## PROBLEM TO SOLVE:
Start at the first line of the material below and retype each line through the one containing "flex:none; width:28px; height:28px;", exactly.

## DATA TO PROCESS:
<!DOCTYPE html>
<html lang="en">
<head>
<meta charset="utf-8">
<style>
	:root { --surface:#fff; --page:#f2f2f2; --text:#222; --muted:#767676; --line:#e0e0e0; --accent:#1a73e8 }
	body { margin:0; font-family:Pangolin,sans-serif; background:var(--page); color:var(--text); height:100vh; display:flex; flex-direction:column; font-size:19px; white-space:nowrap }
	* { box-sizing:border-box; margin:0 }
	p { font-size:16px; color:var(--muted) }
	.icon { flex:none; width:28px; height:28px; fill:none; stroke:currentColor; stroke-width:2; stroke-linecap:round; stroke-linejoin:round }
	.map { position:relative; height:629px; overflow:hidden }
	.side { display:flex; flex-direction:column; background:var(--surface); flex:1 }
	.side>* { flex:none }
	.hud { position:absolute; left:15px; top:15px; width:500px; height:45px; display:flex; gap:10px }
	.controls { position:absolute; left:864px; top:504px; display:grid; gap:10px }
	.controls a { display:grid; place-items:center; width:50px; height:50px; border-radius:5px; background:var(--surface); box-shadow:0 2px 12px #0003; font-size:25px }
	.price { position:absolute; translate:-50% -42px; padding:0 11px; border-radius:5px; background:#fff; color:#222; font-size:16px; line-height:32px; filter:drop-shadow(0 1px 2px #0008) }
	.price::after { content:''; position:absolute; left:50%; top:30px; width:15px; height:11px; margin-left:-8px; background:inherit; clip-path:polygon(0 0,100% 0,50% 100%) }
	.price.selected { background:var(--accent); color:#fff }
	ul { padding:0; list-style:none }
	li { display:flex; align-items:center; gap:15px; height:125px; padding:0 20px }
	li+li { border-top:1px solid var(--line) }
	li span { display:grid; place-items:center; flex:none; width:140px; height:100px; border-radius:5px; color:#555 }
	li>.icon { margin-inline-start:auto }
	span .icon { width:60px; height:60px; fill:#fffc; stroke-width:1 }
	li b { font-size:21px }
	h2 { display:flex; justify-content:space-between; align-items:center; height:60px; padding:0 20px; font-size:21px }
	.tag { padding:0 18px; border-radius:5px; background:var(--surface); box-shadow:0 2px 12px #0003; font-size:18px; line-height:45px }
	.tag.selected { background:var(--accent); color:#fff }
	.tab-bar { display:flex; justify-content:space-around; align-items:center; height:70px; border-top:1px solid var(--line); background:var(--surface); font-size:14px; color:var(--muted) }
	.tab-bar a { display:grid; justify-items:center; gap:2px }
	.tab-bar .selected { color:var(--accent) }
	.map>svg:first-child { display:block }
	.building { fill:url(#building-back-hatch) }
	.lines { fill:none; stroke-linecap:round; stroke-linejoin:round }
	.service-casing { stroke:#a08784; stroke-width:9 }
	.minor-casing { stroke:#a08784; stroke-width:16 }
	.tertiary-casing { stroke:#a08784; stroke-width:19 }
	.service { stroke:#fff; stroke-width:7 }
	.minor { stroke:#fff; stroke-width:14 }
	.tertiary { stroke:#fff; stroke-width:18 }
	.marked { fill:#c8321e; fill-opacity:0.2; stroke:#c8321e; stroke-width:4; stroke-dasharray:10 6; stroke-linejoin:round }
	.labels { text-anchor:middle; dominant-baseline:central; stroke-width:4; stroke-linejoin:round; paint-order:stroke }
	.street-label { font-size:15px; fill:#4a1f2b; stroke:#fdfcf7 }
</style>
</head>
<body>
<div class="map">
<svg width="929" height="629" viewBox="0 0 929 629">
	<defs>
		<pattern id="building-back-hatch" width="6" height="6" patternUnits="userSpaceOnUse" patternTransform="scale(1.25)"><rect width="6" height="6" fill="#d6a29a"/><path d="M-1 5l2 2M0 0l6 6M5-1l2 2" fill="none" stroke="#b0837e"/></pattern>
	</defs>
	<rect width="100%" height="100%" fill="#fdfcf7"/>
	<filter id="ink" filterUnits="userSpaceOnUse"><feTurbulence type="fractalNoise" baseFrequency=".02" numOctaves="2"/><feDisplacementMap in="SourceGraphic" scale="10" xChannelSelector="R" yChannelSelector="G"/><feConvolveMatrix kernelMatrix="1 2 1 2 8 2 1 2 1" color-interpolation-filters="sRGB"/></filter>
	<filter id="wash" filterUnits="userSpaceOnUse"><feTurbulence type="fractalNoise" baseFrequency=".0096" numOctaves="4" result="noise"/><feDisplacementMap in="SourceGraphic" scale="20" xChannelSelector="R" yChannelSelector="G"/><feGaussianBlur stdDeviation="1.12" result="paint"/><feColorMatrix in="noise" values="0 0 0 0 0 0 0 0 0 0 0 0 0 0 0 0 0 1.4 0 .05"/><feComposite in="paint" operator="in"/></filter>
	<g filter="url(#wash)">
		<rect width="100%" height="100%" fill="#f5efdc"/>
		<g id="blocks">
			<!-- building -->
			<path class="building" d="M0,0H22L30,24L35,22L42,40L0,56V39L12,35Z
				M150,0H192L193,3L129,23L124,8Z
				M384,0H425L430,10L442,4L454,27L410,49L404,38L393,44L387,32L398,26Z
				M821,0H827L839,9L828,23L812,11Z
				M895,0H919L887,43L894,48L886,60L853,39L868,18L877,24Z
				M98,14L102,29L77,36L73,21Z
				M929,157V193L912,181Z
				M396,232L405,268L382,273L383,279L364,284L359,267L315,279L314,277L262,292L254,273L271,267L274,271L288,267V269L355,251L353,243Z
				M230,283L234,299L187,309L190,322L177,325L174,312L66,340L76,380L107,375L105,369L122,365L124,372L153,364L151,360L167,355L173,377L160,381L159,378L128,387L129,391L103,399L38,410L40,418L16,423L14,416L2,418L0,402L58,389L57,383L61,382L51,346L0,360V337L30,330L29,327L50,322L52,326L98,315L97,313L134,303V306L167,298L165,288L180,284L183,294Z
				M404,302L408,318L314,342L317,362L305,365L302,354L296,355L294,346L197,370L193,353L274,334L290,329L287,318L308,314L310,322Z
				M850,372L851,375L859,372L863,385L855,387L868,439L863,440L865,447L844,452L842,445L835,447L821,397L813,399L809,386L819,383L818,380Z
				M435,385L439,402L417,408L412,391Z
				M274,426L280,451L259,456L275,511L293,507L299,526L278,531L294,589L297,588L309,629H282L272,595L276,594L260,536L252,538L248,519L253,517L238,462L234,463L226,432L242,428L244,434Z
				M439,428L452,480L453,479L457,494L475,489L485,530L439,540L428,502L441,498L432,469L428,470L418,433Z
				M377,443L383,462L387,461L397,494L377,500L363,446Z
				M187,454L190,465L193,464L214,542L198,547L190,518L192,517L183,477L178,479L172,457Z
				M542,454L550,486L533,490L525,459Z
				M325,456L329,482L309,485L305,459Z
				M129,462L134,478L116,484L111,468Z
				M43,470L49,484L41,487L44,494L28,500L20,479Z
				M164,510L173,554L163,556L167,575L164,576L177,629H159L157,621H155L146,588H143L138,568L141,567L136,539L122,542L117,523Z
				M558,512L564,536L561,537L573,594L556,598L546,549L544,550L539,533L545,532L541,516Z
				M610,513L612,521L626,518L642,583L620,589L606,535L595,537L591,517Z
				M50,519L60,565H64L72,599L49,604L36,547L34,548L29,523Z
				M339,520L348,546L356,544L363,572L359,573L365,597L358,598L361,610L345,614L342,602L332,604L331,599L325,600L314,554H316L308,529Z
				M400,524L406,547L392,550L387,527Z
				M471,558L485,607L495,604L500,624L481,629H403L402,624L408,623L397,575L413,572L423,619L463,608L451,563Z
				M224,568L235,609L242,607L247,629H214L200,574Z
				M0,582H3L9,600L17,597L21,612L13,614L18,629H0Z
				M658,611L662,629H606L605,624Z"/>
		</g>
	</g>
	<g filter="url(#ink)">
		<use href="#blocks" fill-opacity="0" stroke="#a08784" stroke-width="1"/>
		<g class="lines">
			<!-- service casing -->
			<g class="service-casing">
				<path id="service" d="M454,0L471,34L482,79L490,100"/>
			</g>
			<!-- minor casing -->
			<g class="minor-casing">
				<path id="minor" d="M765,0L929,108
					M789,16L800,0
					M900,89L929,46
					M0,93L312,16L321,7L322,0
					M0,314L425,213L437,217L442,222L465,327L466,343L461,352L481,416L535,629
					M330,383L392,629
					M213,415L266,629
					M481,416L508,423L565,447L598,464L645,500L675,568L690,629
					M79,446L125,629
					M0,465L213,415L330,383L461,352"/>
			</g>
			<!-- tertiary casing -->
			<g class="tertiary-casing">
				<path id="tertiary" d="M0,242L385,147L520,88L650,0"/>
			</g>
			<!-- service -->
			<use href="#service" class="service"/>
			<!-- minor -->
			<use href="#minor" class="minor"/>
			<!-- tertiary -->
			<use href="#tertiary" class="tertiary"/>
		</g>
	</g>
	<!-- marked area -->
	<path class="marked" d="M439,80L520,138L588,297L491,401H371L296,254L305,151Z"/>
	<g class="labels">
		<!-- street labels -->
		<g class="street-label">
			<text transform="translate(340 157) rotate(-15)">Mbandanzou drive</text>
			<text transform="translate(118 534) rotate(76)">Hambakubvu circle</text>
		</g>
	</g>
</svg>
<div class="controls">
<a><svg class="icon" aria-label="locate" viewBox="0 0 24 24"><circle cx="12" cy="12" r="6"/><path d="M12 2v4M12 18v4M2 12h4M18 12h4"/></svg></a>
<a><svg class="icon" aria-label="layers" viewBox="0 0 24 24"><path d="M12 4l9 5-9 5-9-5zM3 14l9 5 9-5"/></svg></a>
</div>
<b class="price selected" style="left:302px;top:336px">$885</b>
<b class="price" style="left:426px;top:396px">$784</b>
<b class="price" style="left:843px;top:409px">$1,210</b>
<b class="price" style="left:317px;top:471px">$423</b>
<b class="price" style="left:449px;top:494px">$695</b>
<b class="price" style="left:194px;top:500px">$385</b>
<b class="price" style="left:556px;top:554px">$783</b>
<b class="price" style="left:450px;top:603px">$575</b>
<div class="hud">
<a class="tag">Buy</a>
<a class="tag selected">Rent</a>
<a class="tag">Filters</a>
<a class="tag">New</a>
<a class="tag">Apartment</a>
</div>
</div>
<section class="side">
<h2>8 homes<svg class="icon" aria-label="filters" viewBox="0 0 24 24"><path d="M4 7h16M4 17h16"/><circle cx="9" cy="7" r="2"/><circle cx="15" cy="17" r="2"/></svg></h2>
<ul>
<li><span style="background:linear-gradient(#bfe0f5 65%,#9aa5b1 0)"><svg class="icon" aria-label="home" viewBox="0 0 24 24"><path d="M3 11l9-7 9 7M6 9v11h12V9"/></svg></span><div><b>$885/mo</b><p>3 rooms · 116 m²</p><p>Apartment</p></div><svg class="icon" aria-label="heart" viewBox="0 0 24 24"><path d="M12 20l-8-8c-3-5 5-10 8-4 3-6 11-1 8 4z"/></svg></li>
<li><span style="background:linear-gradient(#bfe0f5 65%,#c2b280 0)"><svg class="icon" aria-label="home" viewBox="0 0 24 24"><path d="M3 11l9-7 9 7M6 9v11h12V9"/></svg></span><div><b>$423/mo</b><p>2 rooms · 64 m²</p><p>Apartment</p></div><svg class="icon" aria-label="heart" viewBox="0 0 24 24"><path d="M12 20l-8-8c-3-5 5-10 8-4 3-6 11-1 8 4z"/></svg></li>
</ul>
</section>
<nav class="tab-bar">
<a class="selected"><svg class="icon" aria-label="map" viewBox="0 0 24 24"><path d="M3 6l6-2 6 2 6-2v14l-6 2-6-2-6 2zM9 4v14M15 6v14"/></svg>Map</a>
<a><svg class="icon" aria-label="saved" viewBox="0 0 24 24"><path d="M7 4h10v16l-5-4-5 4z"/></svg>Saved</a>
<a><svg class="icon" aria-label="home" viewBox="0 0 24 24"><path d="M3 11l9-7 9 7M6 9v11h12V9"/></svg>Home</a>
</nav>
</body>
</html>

## SOLUTION TO THE PROBLEM:
<!DOCTYPE html>
<html lang="en">
<head>
<meta charset="utf-8">
<style>
	:root { --surface:#fff; --page:#f2f2f2; --text:#222; --muted:#767676; --line:#e0e0e0; --accent:#1a73e8 }
	body { margin:0; font-family:Pangolin,sans-serif; background:var(--page); color:var(--text); height:100vh; display:flex; flex-direction:column; font-size:19px; white-space:nowrap }
	* { box-sizing:border-box; margin:0 }
	p { font-size:16px; color:var(--muted) }
	.icon { flex:none; width:28px; height:28px; fill:none; stroke:currentColor; stroke-width:2; stroke-linecap:round; stroke-linejoin:round }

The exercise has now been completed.